Exercise aim: Pictures are not part of the copy. Reproduce all the records exactly.

*** Opening of Input data ***

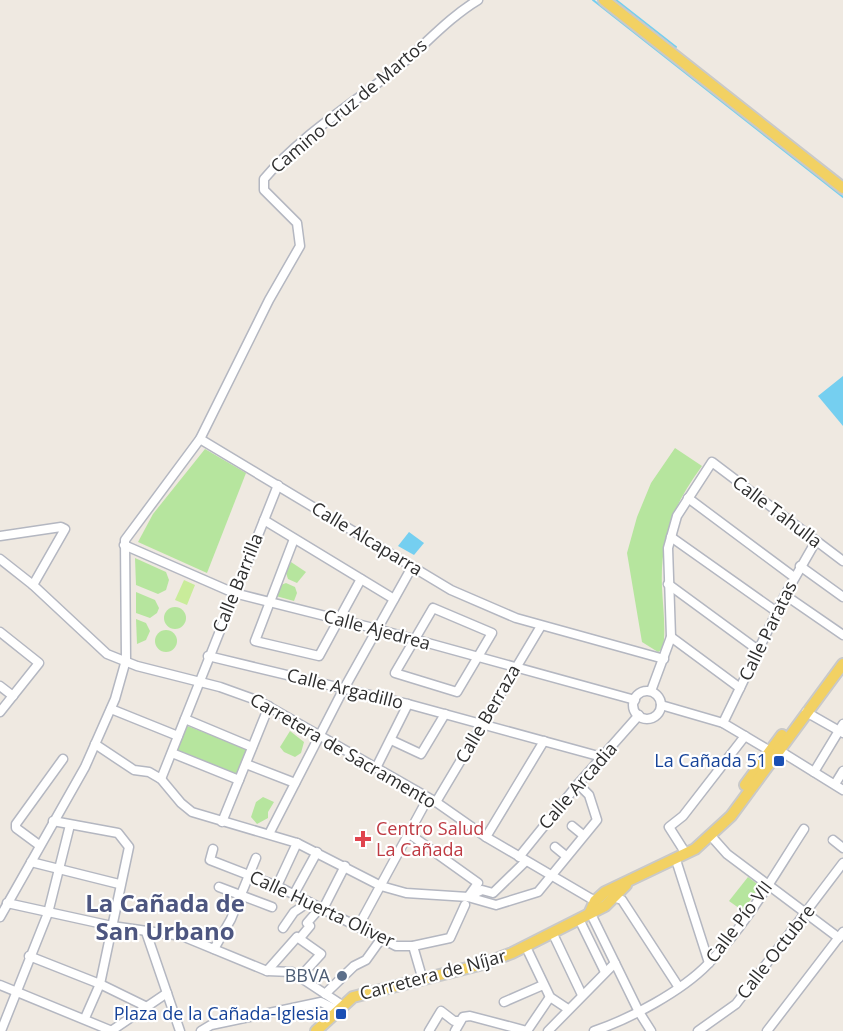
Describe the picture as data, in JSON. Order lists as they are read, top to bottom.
{
  "streets": {
    "main road": ["Carretera de Níjar"],
    "street": [
      "Camino Cruz de Martos",
      "Calle Tahulla",
      "Calle Alcaparra",
      "Calle Barrilla",
      "Calle Ajedrea",
      "Calle Paratas",
      "Calle Argadillo",
      "Calle Berraza",
      "Carretera de Sacramento",
      "Calle Arcadia",
      "Calle Huerta Oliver",
      "Calle Pío VII",
      "Calle Octubre"
    ]
  },
  "crossings": [
    ["Camino Cruz de Martos", "Calle Alcaparra"],
    ["Camino Cruz de Martos", "Calle Ajedrea"],
    ["Calle Tahulla", "Calle Paratas"],
    ["Calle Alcaparra", "Calle Barrilla"],
    ["Calle Alcaparra", "Calle Berraza"],
    ["Calle Barrilla", "Calle Ajedrea"],
    ["Calle Barrilla", "Calle Argadillo"],
    ["Calle Barrilla", "Carretera de Sacramento"],
    ["Calle Ajedrea", "Calle Berraza"],
    ["Calle Ajedrea", "Calle Arcadia"],
    ["Calle Argadillo", "Calle Berraza"],
    ["Calle Argadillo", "Calle Arcadia"],
    ["Calle Berraza", "Carretera de Sacramento"],
    ["Calle Berraza", "Calle Huerta Oliver"],
    ["Carretera de Sacramento", "Calle Arcadia"],
    ["Carretera de Sacramento", "Carretera de Níjar"],
    ["Calle Arcadia", "Calle Huerta Oliver"],
    ["Calle Huerta Oliver", "Carretera de Níjar"]
  ],
  "districts": ["La Cañada de San Urbano"],
  "places": {
    "transit": ["La Cañada 51", "Plaza de la Cañada-Iglesia"],
    "health": ["Centro Salud La Cañada"],
    "other": ["BBVA"]
  }
}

*** Close of Input data ***

Result of the task:
Describe the picture as data, in JSON. Order lists as they are read, top to bottom.
{
  "streets": {
    "main road": ["Carretera de Níjar"],
    "street": [
      "Camino Cruz de Martos",
      "Calle Tahulla",
      "Calle Alcaparra",
      "Calle Barrilla",
      "Calle Ajedrea",
      "Calle Paratas",
      "Calle Argadillo",
      "Calle Berraza",
      "Carretera de Sacramento",
      "Calle Arcadia",
      "Calle Huerta Oliver",
      "Calle Pío VII",
      "Calle Octubre"
    ]
  },
  "crossings": [
    ["Camino Cruz de Martos", "Calle Alcaparra"],
    ["Camino Cruz de Martos", "Calle Ajedrea"],
    ["Calle Tahulla", "Calle Paratas"],
    ["Calle Alcaparra", "Calle Barrilla"],
    ["Calle Alcaparra", "Calle Berraza"],
    ["Calle Barrilla", "Calle Ajedrea"],
    ["Calle Barrilla", "Calle Argadillo"],
    ["Calle Barrilla", "Carretera de Sacramento"],
    ["Calle Ajedrea", "Calle Berraza"],
    ["Calle Ajedrea", "Calle Arcadia"],
    ["Calle Argadillo", "Calle Berraza"],
    ["Calle Argadillo", "Calle Arcadia"],
    ["Calle Berraza", "Carretera de Sacramento"],
    ["Calle Berraza", "Calle Huerta Oliver"],
    ["Carretera de Sacramento", "Calle Arcadia"],
    ["Carretera de Sacramento", "Carretera de Níjar"],
    ["Calle Arcadia", "Calle Huerta Oliver"],
    ["Calle Huerta Oliver", "Carretera de Níjar"]
  ],
  "districts": ["La Cañada de San Urbano"],
  "places": {
    "transit": ["La Cañada 51", "Plaza de la Cañada-Iglesia"],
    "health": ["Centro Salud La Cañada"],
    "other": ["BBVA"]
  }
}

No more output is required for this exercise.